La diferencia entre la realidad y “lo que pudo ser” es abismal. Si el Getafe hubiera gestionado con éxito esos minutos finales, contaría hoy con cuatro puntos más en su casillero. Ese botín le permitiría dormir en la novena posición, con un colchón de cinco puntos sobre el descenso y mirando más hacia una zona tranquila que hacia el pozo.

En cambio, la realidad obliga a mirar de lleno a la zona roja. El equipo compite y muerde, pero la falta de contundencia en los momentos de máxima tensión le está castigando en exceso.

¿Falta de oficio o desgaste físico?

Bordalás siempre ha hecho bandera de la intensidad y la concentración absoluta durante los 90 (o 100) minutos. Por eso, ver a un central rival rematar libre de marca en el área chica en la última jugada del partido resulta tan inusual en sus equipos.

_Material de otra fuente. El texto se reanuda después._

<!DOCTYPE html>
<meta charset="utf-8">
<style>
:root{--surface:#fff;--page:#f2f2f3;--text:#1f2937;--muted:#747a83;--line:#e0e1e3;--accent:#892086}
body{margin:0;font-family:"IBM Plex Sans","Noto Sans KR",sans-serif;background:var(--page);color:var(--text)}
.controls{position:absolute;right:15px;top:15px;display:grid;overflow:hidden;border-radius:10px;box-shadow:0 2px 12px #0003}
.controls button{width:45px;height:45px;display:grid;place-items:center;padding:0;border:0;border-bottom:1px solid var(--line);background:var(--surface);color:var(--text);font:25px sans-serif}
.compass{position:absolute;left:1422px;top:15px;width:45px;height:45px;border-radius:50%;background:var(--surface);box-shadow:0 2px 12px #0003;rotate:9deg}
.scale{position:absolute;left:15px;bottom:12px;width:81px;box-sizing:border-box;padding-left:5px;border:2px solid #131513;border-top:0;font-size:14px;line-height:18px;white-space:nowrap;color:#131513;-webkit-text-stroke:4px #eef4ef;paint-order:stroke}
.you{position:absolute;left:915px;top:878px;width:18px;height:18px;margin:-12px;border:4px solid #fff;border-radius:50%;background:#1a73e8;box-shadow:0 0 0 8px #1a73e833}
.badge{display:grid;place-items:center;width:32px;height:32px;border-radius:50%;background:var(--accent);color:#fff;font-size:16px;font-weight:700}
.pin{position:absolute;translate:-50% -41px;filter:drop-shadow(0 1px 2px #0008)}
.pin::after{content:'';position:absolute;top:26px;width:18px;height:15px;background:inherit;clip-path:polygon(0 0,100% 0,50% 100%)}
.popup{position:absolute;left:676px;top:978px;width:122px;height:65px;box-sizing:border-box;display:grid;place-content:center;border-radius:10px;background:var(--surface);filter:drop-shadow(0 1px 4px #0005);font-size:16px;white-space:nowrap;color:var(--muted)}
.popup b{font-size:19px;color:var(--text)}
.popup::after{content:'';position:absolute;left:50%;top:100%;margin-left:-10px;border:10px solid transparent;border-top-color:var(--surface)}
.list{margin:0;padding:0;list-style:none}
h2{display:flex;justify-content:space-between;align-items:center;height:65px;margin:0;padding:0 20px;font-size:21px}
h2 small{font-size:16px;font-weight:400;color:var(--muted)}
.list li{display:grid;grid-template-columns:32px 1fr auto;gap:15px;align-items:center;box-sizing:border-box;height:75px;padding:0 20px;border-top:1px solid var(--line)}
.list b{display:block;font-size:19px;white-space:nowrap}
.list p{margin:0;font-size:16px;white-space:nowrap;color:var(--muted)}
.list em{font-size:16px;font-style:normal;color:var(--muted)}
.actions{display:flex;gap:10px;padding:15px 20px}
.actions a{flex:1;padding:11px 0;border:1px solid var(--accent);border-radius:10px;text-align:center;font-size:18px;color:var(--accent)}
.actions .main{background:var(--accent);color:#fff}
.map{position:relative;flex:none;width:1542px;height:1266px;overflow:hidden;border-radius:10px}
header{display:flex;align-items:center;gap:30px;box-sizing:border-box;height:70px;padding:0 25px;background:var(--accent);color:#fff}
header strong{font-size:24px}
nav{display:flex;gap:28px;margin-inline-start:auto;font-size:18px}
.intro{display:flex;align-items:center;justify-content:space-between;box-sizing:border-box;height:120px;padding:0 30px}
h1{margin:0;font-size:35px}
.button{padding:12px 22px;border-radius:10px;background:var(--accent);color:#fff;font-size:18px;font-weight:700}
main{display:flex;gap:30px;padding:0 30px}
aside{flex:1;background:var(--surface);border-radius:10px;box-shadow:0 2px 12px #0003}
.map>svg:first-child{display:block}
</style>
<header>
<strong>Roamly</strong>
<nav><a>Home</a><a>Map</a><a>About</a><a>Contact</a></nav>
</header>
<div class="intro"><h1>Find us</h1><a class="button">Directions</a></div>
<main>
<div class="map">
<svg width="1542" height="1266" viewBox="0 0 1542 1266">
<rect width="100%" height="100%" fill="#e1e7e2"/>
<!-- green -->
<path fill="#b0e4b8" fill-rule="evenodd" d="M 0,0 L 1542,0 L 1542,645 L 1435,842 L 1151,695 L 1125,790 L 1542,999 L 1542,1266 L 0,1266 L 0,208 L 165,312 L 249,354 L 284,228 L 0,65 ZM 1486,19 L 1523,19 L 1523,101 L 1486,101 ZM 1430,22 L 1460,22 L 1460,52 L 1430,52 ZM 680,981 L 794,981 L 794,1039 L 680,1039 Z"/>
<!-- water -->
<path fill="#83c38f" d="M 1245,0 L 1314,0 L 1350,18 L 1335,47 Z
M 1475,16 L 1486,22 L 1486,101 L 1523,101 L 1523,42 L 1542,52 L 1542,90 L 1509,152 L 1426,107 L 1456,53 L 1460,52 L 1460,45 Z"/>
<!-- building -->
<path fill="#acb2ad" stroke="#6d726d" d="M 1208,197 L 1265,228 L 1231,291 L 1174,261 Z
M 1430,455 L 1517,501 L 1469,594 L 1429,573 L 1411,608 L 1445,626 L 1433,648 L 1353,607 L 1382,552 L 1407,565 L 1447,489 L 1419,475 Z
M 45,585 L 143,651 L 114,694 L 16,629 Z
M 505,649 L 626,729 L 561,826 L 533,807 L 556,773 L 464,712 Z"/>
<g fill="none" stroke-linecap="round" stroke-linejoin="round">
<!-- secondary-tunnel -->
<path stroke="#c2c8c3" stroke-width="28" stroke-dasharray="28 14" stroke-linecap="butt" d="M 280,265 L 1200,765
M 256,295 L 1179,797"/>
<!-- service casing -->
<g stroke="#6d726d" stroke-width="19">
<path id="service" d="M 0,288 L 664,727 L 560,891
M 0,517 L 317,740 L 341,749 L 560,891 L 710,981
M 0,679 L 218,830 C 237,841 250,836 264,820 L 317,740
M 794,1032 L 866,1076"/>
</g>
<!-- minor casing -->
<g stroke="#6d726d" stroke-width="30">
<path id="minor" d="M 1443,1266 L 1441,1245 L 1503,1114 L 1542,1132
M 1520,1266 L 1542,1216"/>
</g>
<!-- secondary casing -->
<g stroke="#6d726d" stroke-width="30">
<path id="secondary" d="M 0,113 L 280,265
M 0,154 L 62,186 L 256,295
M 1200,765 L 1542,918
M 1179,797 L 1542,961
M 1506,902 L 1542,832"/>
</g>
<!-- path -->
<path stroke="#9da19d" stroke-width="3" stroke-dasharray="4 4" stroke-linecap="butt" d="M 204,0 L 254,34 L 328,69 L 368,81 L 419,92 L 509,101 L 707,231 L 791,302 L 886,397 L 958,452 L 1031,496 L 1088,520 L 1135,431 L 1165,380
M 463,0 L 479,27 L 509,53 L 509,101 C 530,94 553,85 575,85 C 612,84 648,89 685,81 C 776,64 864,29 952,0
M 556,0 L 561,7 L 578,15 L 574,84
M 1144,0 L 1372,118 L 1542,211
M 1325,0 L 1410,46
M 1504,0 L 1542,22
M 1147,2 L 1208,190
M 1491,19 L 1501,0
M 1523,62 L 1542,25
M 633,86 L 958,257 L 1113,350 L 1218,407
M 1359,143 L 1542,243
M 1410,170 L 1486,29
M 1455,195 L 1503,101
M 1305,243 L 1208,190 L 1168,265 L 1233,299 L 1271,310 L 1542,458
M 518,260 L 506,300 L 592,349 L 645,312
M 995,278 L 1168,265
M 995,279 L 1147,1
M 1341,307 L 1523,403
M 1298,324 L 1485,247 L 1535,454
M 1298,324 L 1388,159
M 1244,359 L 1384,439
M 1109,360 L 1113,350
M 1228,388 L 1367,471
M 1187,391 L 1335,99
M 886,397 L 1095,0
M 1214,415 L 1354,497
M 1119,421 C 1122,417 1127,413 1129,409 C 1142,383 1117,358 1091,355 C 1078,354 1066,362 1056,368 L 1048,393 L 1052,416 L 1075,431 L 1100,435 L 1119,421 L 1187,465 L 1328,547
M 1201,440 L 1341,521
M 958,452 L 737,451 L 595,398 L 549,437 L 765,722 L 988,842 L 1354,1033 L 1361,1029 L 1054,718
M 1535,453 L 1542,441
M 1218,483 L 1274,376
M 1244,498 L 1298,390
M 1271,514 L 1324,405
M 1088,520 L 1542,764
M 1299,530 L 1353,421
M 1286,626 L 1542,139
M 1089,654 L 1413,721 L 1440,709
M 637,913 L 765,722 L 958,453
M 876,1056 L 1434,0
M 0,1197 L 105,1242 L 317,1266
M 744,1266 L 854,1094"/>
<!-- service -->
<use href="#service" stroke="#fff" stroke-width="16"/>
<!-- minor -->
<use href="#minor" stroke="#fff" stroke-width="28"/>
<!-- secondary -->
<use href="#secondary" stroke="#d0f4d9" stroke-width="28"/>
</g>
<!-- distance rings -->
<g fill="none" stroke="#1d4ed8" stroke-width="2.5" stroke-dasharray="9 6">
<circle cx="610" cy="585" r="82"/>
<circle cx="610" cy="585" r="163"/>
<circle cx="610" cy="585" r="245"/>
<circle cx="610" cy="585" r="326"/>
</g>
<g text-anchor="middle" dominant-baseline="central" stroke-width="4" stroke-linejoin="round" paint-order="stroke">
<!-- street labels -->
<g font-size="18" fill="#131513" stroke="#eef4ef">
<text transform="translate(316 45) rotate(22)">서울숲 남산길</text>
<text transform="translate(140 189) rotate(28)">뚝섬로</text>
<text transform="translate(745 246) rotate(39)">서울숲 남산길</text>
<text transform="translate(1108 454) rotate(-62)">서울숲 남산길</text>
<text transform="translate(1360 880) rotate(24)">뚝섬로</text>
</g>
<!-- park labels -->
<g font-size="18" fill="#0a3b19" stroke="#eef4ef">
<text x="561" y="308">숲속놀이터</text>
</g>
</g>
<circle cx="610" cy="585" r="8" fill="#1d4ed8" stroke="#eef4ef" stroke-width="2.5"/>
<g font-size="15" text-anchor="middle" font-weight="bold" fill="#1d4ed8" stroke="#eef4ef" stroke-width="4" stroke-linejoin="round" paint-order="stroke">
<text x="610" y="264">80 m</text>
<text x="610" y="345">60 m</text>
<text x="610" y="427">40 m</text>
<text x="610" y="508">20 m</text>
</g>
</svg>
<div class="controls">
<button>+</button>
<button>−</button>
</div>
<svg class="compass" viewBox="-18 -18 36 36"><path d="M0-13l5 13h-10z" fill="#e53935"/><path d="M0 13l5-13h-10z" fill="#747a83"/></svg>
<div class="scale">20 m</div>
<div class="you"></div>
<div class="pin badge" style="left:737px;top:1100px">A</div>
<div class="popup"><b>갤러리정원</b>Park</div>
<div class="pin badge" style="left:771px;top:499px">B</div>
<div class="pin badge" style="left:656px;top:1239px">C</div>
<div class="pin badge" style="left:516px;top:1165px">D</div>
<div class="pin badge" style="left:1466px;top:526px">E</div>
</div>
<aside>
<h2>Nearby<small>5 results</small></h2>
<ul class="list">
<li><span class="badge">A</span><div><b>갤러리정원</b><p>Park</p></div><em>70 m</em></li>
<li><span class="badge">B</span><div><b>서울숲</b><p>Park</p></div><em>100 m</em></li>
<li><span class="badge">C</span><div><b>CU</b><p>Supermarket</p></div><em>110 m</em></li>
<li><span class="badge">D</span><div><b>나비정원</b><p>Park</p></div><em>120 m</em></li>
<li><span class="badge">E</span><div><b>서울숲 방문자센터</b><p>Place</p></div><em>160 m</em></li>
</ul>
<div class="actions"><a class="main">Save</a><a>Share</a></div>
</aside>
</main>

El técnico deberá analizar si estos errores nacen de un cansancio físico por el corto fondo de armario de la plantilla o de una pérdida de ese “oficio” que siempre caracterizó al Getafe.

El Getafe tiene fútbol y tiene alma, pero si quiere dejar de sufrir, debe aprender a cerrar el grifo en el tiempo de descuento. En la élite, perdonar un segundo es condenarse al castigo, y el conjunto azulón ya ha pagado demasiados peajes en este tramo de la competición.